### Work order
For this exercise, report every line of the material that includes "JSON".

### Task inputs
BEGIN
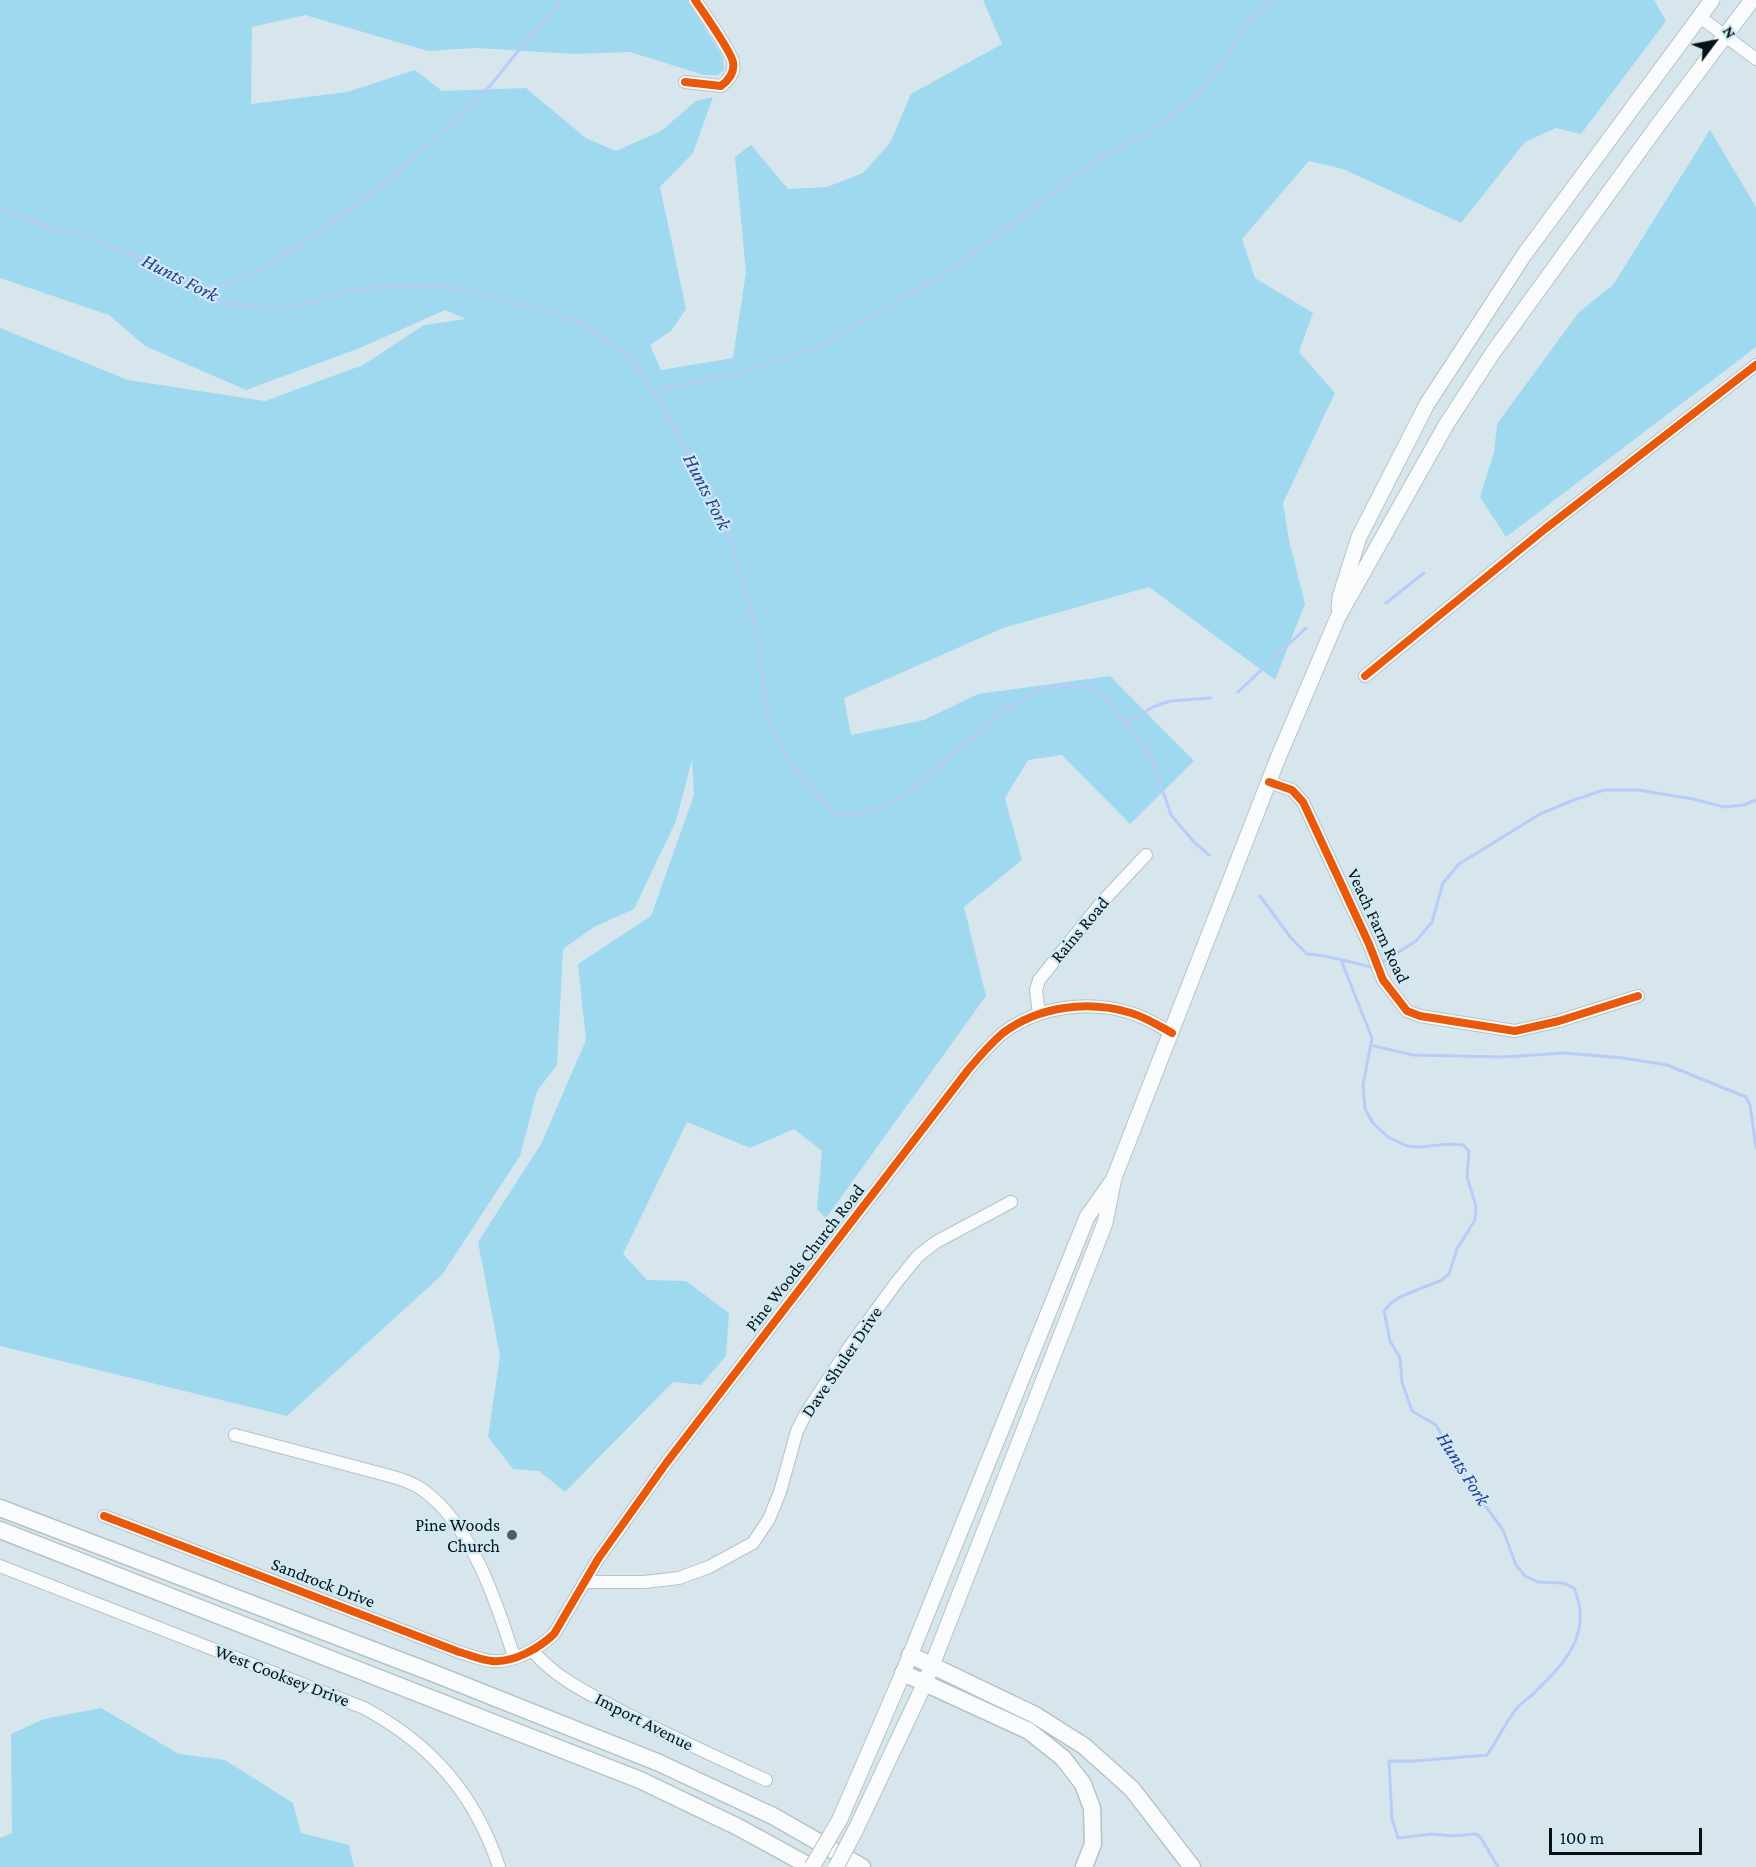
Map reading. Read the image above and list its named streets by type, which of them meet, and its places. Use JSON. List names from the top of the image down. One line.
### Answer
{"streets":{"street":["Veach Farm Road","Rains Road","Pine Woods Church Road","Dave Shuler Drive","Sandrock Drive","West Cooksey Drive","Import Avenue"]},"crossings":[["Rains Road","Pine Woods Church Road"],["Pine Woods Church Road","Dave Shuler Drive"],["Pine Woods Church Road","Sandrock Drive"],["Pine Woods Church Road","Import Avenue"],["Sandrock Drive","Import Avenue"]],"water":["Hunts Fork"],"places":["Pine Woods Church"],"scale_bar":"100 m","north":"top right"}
END
BEGIN
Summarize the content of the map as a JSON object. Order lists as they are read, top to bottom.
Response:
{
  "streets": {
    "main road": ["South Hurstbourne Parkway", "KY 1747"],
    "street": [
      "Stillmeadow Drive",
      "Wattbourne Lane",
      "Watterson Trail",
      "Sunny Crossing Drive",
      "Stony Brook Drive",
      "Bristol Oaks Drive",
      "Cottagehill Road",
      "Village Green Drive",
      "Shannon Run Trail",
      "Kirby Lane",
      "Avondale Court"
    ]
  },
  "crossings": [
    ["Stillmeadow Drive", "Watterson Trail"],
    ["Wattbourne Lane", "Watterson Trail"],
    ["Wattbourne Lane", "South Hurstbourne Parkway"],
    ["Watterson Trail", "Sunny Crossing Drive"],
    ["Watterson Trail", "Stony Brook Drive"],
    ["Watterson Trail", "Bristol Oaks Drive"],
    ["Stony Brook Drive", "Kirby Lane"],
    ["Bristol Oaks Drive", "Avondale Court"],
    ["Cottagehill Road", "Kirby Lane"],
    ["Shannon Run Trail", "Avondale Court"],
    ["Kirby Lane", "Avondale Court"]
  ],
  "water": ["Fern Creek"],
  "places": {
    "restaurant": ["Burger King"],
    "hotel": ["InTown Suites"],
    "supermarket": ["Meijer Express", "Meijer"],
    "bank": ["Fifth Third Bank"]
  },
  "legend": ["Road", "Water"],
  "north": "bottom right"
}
END
### Problem solution
Map reading. Read the image above and list its named streets by type, which of them meet, and its places. Use JSON. List names from the top of the image down. One line.
Summarize the content of the map as a JSON object. Order lists as they are read, top to bottom.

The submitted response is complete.